__Dataset items__:

* * * *

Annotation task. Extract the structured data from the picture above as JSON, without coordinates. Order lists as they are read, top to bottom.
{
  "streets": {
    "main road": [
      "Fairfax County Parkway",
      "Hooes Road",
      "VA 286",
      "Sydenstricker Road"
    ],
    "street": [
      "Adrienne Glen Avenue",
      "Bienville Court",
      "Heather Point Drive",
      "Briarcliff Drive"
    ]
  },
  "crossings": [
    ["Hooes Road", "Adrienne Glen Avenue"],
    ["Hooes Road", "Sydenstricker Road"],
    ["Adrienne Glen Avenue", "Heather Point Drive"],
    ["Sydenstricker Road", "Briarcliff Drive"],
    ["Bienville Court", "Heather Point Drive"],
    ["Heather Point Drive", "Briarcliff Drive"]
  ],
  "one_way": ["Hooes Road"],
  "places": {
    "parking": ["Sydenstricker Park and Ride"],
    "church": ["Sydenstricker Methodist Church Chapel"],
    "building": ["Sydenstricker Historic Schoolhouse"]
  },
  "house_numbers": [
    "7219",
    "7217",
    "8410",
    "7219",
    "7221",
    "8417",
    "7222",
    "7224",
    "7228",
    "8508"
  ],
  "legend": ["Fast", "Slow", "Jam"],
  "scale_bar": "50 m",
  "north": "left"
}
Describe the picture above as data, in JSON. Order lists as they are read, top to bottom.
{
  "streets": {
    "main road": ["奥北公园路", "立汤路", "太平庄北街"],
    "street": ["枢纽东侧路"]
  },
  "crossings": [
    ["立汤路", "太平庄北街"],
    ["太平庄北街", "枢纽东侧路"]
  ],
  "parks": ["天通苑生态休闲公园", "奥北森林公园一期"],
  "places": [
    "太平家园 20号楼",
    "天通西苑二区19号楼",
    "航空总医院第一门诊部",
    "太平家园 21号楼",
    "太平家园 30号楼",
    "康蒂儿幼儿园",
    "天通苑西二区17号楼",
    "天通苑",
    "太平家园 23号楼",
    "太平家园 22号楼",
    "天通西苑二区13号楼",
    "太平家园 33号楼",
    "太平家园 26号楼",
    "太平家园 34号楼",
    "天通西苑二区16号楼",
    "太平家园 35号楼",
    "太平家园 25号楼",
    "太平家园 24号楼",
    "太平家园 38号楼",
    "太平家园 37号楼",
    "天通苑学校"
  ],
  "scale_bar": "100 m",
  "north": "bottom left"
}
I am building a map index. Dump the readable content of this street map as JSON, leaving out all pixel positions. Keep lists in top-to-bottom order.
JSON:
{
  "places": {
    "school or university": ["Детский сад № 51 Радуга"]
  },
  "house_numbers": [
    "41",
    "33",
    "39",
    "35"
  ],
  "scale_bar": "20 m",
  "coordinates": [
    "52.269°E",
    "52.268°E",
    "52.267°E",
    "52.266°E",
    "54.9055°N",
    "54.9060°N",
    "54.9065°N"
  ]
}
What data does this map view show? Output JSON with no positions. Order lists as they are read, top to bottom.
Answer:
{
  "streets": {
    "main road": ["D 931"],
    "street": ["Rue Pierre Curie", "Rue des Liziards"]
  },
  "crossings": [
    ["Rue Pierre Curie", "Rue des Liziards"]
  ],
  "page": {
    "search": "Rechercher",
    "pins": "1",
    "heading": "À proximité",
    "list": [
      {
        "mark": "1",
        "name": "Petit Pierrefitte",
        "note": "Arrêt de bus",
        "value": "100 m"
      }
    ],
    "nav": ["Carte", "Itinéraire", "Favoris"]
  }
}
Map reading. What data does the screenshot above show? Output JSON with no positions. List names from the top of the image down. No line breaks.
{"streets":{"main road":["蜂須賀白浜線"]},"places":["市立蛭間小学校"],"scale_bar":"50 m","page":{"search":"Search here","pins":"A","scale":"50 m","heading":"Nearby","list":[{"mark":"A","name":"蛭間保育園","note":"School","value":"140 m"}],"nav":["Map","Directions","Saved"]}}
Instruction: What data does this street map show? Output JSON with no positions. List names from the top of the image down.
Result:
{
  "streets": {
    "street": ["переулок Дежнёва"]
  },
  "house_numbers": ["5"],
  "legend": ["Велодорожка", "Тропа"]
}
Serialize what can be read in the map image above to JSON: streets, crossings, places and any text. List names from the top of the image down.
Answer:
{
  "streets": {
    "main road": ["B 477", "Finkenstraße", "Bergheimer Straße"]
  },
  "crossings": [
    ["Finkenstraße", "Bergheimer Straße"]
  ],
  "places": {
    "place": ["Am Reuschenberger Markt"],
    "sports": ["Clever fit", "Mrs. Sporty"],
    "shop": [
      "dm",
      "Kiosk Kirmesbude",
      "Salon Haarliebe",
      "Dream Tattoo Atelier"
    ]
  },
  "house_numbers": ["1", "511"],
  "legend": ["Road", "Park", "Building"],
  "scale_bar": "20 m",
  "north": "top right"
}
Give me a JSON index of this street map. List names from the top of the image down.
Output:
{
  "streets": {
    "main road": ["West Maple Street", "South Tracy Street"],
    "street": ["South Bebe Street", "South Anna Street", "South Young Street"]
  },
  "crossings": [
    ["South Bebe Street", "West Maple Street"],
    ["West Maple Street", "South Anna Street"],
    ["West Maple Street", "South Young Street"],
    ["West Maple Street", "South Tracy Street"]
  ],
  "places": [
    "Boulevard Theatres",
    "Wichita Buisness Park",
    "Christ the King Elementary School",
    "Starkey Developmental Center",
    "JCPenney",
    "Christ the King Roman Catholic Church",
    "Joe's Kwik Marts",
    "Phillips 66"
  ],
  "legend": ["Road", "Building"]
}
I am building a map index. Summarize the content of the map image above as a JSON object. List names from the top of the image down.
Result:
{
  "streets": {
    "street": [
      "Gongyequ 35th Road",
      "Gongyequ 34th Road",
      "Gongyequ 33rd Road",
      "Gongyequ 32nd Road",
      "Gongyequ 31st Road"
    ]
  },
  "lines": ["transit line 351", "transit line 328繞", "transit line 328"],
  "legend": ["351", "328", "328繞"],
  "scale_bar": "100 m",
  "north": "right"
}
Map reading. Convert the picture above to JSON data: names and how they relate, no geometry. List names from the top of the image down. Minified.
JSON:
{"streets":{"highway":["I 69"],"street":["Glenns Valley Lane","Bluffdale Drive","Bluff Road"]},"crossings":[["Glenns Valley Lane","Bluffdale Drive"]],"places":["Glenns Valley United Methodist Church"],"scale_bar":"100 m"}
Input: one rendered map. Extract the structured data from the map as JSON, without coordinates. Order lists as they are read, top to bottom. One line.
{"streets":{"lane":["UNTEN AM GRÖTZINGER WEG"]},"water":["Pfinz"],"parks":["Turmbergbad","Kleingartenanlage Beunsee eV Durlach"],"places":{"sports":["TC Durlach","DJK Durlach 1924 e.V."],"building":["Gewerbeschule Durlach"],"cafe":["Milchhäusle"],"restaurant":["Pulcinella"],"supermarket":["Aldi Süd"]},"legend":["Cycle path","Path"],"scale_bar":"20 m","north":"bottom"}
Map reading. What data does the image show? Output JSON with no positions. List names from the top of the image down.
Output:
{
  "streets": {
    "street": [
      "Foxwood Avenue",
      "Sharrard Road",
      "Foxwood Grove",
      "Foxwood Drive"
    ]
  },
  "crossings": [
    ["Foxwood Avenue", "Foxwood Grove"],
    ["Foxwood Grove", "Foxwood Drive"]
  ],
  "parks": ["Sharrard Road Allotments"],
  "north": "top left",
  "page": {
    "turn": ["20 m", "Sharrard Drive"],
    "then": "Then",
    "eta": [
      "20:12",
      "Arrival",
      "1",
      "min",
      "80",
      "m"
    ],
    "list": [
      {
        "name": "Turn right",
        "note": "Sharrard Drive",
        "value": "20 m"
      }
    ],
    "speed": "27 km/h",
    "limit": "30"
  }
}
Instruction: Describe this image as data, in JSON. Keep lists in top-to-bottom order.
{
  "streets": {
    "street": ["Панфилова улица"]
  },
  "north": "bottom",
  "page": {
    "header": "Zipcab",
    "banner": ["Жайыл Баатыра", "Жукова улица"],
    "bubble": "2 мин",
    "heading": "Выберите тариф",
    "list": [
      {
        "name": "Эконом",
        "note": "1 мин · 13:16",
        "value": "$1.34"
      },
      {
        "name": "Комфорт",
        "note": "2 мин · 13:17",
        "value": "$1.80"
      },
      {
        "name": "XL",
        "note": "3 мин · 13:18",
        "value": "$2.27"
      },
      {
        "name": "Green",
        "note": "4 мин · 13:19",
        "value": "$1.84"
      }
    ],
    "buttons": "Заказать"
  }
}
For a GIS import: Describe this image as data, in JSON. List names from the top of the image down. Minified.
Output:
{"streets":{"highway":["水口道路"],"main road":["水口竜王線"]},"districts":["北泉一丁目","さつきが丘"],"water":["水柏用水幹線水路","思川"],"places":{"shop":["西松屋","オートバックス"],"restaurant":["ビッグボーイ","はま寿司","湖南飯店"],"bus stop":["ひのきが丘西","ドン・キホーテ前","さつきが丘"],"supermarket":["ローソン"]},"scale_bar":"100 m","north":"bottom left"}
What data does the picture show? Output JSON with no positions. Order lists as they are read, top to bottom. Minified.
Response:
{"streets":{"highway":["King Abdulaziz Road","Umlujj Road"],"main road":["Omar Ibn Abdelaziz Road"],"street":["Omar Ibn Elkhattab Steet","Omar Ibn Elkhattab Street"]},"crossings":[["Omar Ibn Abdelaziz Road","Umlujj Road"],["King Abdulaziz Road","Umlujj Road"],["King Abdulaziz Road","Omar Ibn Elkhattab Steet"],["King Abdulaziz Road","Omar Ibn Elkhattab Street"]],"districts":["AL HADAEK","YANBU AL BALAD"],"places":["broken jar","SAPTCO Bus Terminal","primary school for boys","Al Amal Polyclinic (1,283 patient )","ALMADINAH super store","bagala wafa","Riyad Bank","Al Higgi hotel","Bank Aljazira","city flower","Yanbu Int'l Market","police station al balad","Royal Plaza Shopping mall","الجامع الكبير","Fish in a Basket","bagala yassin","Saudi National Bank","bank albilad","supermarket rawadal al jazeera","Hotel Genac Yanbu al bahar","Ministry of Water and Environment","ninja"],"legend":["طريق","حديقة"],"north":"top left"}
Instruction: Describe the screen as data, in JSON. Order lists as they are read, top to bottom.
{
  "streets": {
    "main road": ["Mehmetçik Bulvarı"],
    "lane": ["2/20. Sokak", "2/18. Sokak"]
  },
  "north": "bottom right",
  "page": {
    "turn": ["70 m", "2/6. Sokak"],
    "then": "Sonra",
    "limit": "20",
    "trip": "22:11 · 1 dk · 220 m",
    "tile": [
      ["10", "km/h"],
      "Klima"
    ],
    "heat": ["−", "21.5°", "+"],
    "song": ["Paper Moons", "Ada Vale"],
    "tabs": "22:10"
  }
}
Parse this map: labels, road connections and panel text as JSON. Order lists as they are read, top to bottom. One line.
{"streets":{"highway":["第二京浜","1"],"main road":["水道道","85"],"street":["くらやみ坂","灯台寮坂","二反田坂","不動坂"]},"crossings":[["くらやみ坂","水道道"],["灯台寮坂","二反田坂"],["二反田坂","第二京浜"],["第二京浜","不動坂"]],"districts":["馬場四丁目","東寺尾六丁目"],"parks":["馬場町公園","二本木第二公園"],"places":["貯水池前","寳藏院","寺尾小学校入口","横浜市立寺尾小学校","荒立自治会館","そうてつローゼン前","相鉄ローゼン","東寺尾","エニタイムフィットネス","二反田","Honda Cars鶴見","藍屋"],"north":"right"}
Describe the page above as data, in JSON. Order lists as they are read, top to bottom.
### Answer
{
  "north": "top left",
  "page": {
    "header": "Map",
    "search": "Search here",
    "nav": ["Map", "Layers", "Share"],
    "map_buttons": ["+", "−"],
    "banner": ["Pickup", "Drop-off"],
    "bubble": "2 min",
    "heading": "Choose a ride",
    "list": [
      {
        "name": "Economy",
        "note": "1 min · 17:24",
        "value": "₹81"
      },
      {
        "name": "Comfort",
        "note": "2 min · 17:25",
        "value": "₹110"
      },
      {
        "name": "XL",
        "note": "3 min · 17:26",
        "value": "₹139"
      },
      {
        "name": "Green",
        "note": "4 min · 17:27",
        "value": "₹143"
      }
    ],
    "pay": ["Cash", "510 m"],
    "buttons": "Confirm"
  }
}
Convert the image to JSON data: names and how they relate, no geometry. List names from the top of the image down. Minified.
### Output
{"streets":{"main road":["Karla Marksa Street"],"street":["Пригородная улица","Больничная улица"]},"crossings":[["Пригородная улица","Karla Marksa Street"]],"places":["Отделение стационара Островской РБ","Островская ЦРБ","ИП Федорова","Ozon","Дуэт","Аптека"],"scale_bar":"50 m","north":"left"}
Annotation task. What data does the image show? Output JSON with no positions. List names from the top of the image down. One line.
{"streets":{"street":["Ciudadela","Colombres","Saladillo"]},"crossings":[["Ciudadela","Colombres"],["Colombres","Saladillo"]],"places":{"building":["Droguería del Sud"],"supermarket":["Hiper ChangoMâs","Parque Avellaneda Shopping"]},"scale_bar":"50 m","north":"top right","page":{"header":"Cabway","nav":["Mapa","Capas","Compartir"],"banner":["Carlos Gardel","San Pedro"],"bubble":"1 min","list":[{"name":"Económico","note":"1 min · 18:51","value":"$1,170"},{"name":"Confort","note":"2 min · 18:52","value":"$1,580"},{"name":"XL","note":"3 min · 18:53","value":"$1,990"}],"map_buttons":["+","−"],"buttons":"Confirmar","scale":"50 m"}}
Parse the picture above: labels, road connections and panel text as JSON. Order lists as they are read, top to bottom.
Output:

* * * *

__WHAT YOU ARE ASKED TO DO__: The lines needed are those in the data above that hold the string "geometry"; copy each of them.

__ANSWER TO THIS TASK__:
Map reading. Convert the picture above to JSON data: names and how they relate, no geometry. List names from the top of the image down. Minified.
Convert the image to JSON data: names and how they relate, no geometry. List names from the top of the image down. Minified.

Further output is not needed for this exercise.